ACUERDO COMISIÓN DE LA VERDAD | Declaración Humberto de la Calle, Jefe de la Delegación del Gobierno

La Habana, 4 de junio de 2015

Buenas noches.
 
Hoy es un día muy importante para nuestro país. Hemos dado un paso certero hacia la paz, porque la paz pasa por la verdad.
 
Si esclarecemos las más graves violaciones a los Derechos Humanos e infracciones al Derecho Internacional Humanitario que padecimos en estos 50 años de conflicto, de manera que nadie nunca más pueda poner en duda lo que ocurrió.
 
Si todos reconocemos que eso nunca puede volver a pasar.
 
Si abrimos espacios en las regiones para que las víctimas sean reconocidas como lo que son,  ciudadanos como todos nosotros que vieron sus derechos vulnerados.
 
Y si quienes tienen responsabilidad de una manera u otra dan un paso adelante y reconocen esa responsabilidad, habremos no sólo dado respuestas a las víctimas, habremos sentado unas bases sólidas para la convivencia y la construcción de la paz.
 
De eso se trata esta Comisión que acabamos de acordar.
 
El informe presentado por la Mesa de Conversaciones sobre la Comisión para el Esclarecimiento de la Verdad, la Convivencia y la No repetición, es una nueva muestra de lo que podemos hacer en Colombia si ponemos punto final a la confrontación armada.

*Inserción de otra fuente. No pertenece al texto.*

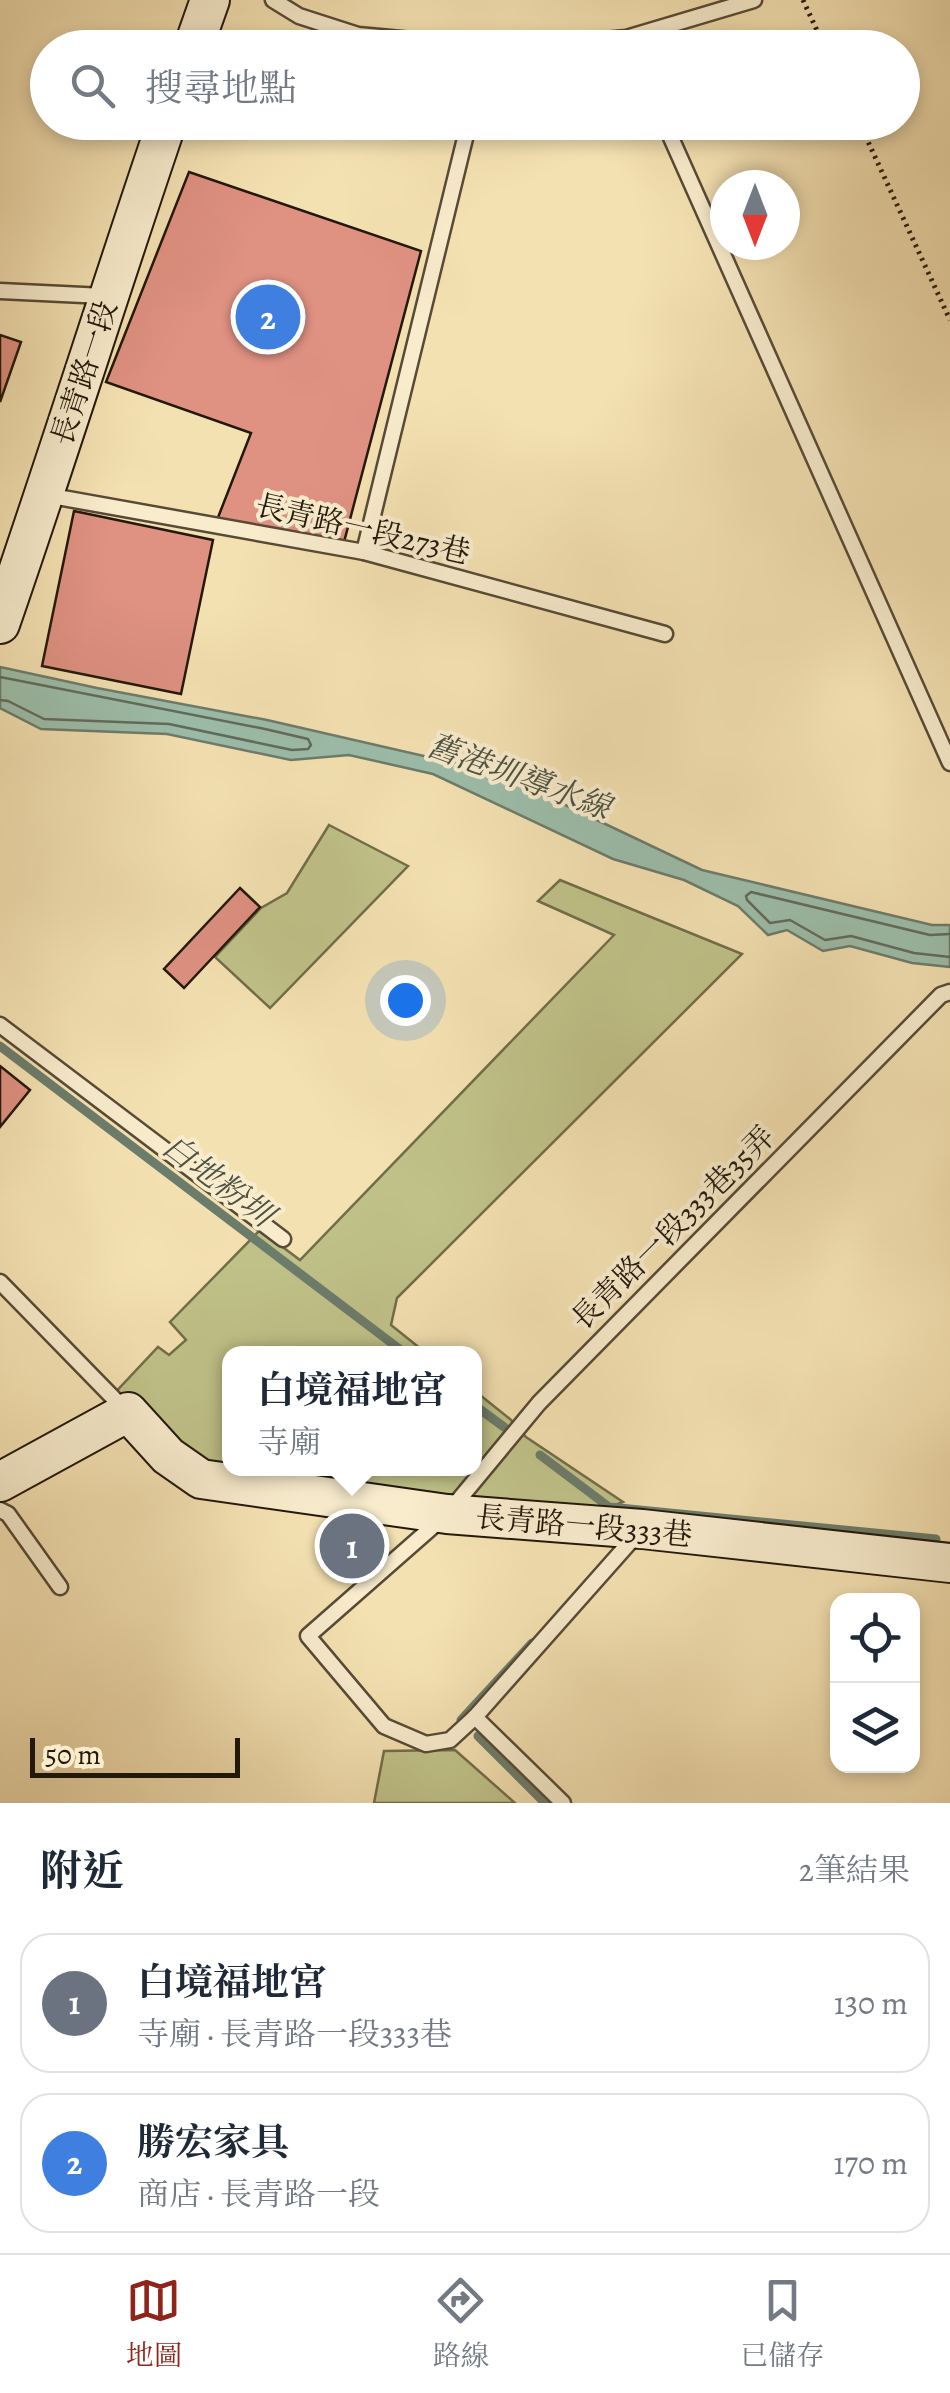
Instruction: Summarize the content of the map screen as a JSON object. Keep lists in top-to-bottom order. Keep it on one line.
{"streets":{"street":["長青路一段","長青路一段333巷"],"lane":["長青路一段273巷","長青路一段333巷35弄"]},"crossings":[["長青路一段","長青路一段273巷"],["長青路一段333巷35弄","長青路一段333巷"]],"water":["舊港圳導水線","白地粉圳"],"scale_bar":"50 m","north":"bottom","page":{"search":"搜尋地點","pins":["2","1"],"popup":["白境福地宮","寺廟"],"scale":"50 m","heading":["附近","2筆結果"],"list":[{"mark":"1","name":"白境福地宮","note":"寺廟 · 長青路一段333巷","value":"130 m"},{"mark":"2","name":"勝宏家具","note":"商店 · 長青路一段","value":"170 m"}],"nav":["地圖","路線","已儲存"]}}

La puesta en marcha de una comisión de la verdad será realidad al término de este proceso. Una vez firmado el Acuerdo Final con las Farc sin armas, la sociedad podrá participar en el esclarecimiento de lo sucedido en la guerra. Nos urge dar respuesta a los colombianos, y en especial a las miles de víctimas que reclaman verdad. Lo hemos dicho antes y no nos cansaremos de repetirlo: las víctimas son la razón de ser de este esfuerzo por poner fin al conflicto.
 
En efecto esta Comisión responde a las solicitudes hechas por miles de víctimas de la más variada condición y de los diferentes sectores armados. Víctimas que participaron en los foros en diferentes ciudades de Colombia, que enviaron sus propuestas a la Mesa de Conversaciones y que viajaron también a La Habana a dar sus conmovedores testimonios ante los miembros de la Mesa de Conversaciones. Y fueron conmovedores, de eso no hay duda. Las víctimas nos pidieron expresamente el esclarecimiento de la verdad. Para ellas y para dar pasos firmes hacia la reconciliación y la convivencia se crea precisamente la Comisión para el Esclarecimiento de la Verdad, la Convivencia y la No repetición.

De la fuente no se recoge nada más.